> [Records provided]:
- Opening Delimiter -
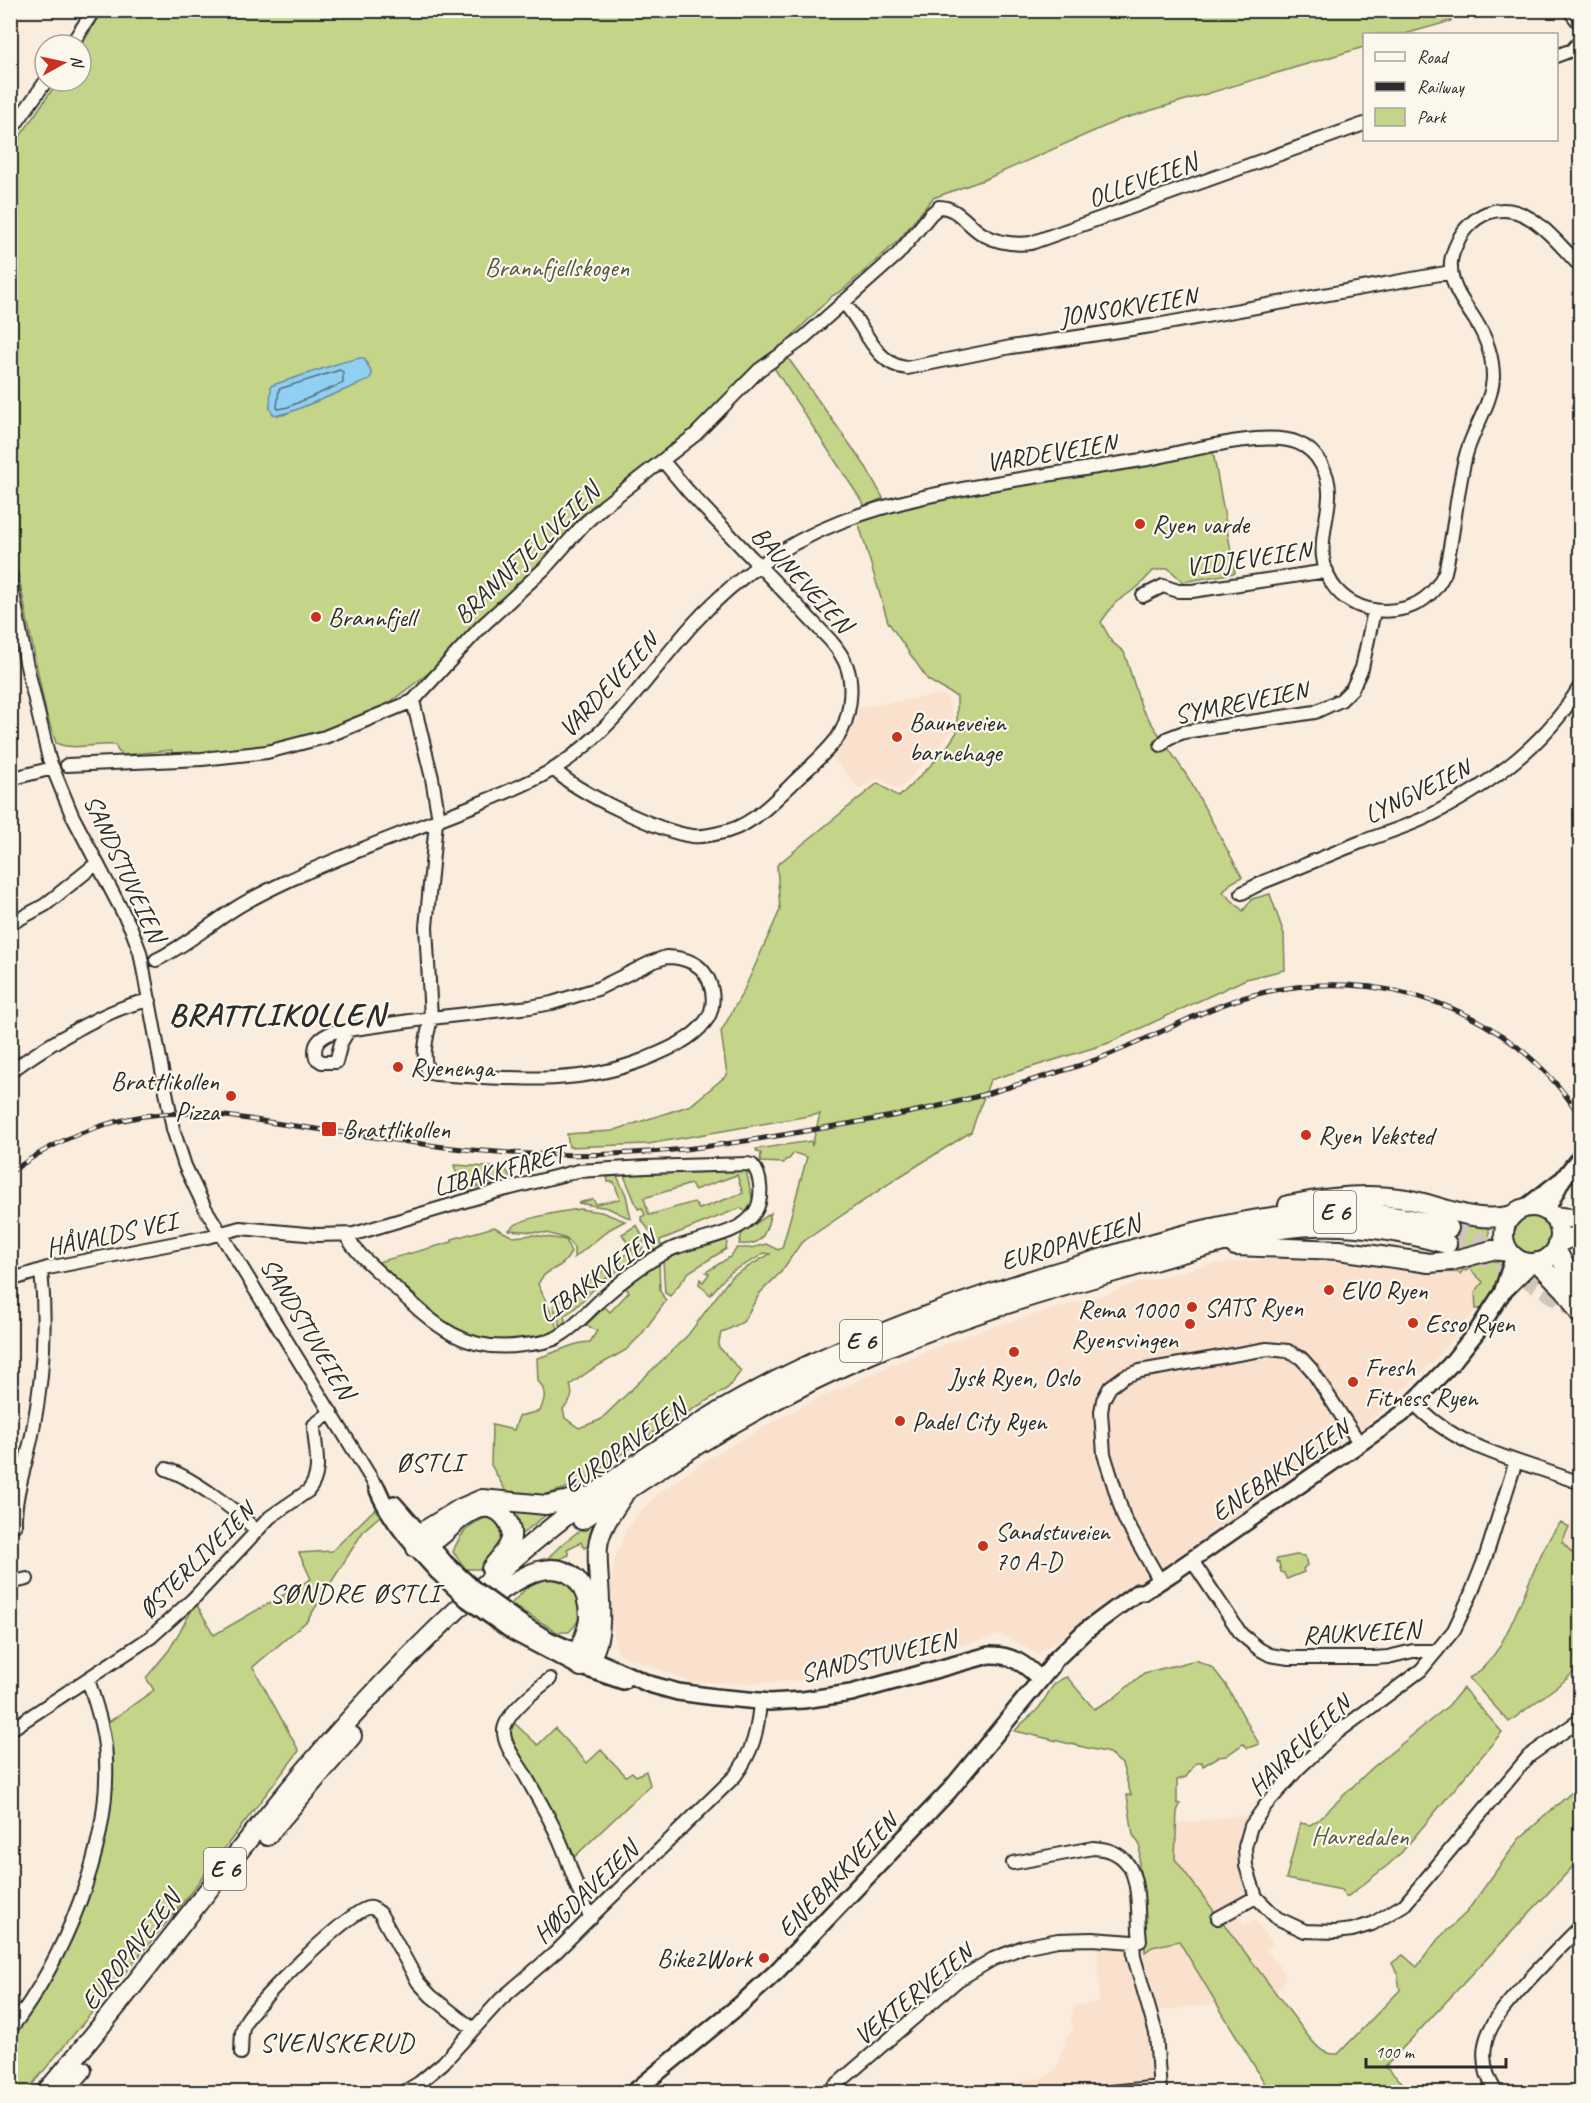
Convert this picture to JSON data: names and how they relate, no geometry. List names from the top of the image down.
{
  "streets": {
    "highway": ["E 6", "EUROPAVEIEN"],
    "main road": ["SANDSTUVEIEN", "ENEBAKKVEIEN"],
    "street": [
      "OLLEVEIEN",
      "JONSOKVEIEN",
      "VARDEVEIEN",
      "BRANNFJELLVEIEN",
      "VIDJEVEIEN",
      "BAUNEVEIEN",
      "SYMREVEIEN",
      "LYNGVEIEN",
      "LIBAKKFARET",
      "HÅVALDS VEI",
      "LIBAKKVEIEN",
      "ØSTERLIVEIEN",
      "RAUKVEIEN",
      "HAVREVEIEN",
      "HØGDAVEIEN",
      "VEKTERVEIEN"
    ]
  },
  "crossings": [
    ["OLLEVEIEN", "BRANNFJELLVEIEN"],
    ["JONSOKVEIEN", "VARDEVEIEN"],
    ["JONSOKVEIEN", "BRANNFJELLVEIEN"],
    ["VARDEVEIEN", "VIDJEVEIEN"],
    ["VARDEVEIEN", "BAUNEVEIEN"],
    ["VARDEVEIEN", "SYMREVEIEN"],
    ["BRANNFJELLVEIEN", "BAUNEVEIEN"],
    ["SANDSTUVEIEN", "LIBAKKFARET"],
    ["SANDSTUVEIEN", "E 6"],
    ["SANDSTUVEIEN", "HÅVALDS VEI"],
    ["SANDSTUVEIEN", "ENEBAKKVEIEN"],
    ["SANDSTUVEIEN", "ØSTERLIVEIEN"],
    ["SANDSTUVEIEN", "HØGDAVEIEN"],
    ["LIBAKKFARET", "HÅVALDS VEI"],
    ["LIBAKKFARET", "LIBAKKVEIEN"],
    ["E 6", "EUROPAVEIEN"],
    ["E 6", "ENEBAKKVEIEN"],
    ["ENEBAKKVEIEN", "RAUKVEIEN"],
    ["RAUKVEIEN", "HAVREVEIEN"]
  ],
  "districts": [
    "BRATTLIKOLLEN",
    "ØSTLI",
    "SØNDRE ØSTLI",
    "SVENSKERUD"
  ],
  "parks": ["Brannfjellskogen", "Havredalen"],
  "places": {
    "other": [
      "Ryen varde",
      "Brannfjell",
      "Bauneveien barnehage",
      "Ryenenga",
      "Brattlikollen Pizza",
      "Ryen Veksted",
      "EVO Ryen",
      "SATS Ryen",
      "Esso Ryen",
      "Rema 1000 Ryensvingen",
      "Jysk Ryen, Oslo",
      "Fresh Fitness Ryen",
      "Padel City Ryen",
      "Sandstuveien 70 A-D",
      "Bike2Work"
    ],
    "transit": ["Brattlikollen"]
  },
  "legend": ["Road", "Railway", "Park"],
  "scale_bar": "100 m",
  "north": "right"
}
- Closing Delimiter -
> [Your task]: Repeat the data word for word. Skip the pictures.

> [Exercise solution]:
Convert this picture to JSON data: names and how they relate, no geometry. List names from the top of the image down.
{
  "streets": {
    "highway": ["E 6", "EUROPAVEIEN"],
    "main road": ["SANDSTUVEIEN", "ENEBAKKVEIEN"],
    "street": [
      "OLLEVEIEN",
      "JONSOKVEIEN",
      "VARDEVEIEN",
      "BRANNFJELLVEIEN",
      "VIDJEVEIEN",
      "BAUNEVEIEN",
      "SYMREVEIEN",
      "LYNGVEIEN",
      "LIBAKKFARET",
      "HÅVALDS VEI",
      "LIBAKKVEIEN",
      "ØSTERLIVEIEN",
      "RAUKVEIEN",
      "HAVREVEIEN",
      "HØGDAVEIEN",
      "VEKTERVEIEN"
    ]
  },
  "crossings": [
    ["OLLEVEIEN", "BRANNFJELLVEIEN"],
    ["JONSOKVEIEN", "VARDEVEIEN"],
    ["JONSOKVEIEN", "BRANNFJELLVEIEN"],
    ["VARDEVEIEN", "VIDJEVEIEN"],
    ["VARDEVEIEN", "BAUNEVEIEN"],
    ["VARDEVEIEN", "SYMREVEIEN"],
    ["BRANNFJELLVEIEN", "BAUNEVEIEN"],
    ["SANDSTUVEIEN", "LIBAKKFARET"],
    ["SANDSTUVEIEN", "E 6"],
    ["SANDSTUVEIEN", "HÅVALDS VEI"],
    ["SANDSTUVEIEN", "ENEBAKKVEIEN"],
    ["SANDSTUVEIEN", "ØSTERLIVEIEN"],
    ["SANDSTUVEIEN", "HØGDAVEIEN"],
    ["LIBAKKFARET", "HÅVALDS VEI"],
    ["LIBAKKFARET", "LIBAKKVEIEN"],
    ["E 6", "EUROPAVEIEN"],
    ["E 6", "ENEBAKKVEIEN"],
    ["ENEBAKKVEIEN", "RAUKVEIEN"],
    ["RAUKVEIEN", "HAVREVEIEN"]
  ],
  "districts": [
    "BRATTLIKOLLEN",
    "ØSTLI",
    "SØNDRE ØSTLI",
    "SVENSKERUD"
  ],
  "parks": ["Brannfjellskogen", "Havredalen"],
  "places": {
    "other": [
      "Ryen varde",
      "Brannfjell",
      "Bauneveien barnehage",
      "Ryenenga",
      "Brattlikollen Pizza",
      "Ryen Veksted",
      "EVO Ryen",
      "SATS Ryen",
      "Esso Ryen",
      "Rema 1000 Ryensvingen",
      "Jysk Ryen, Oslo",
      "Fresh Fitness Ryen",
      "Padel City Ryen",
      "Sandstuveien 70 A-D",
      "Bike2Work"
    ],
    "transit": ["Brattlikollen"]
  },
  "legend": ["Road", "Railway", "Park"],
  "scale_bar": "100 m",
  "north": "right"
}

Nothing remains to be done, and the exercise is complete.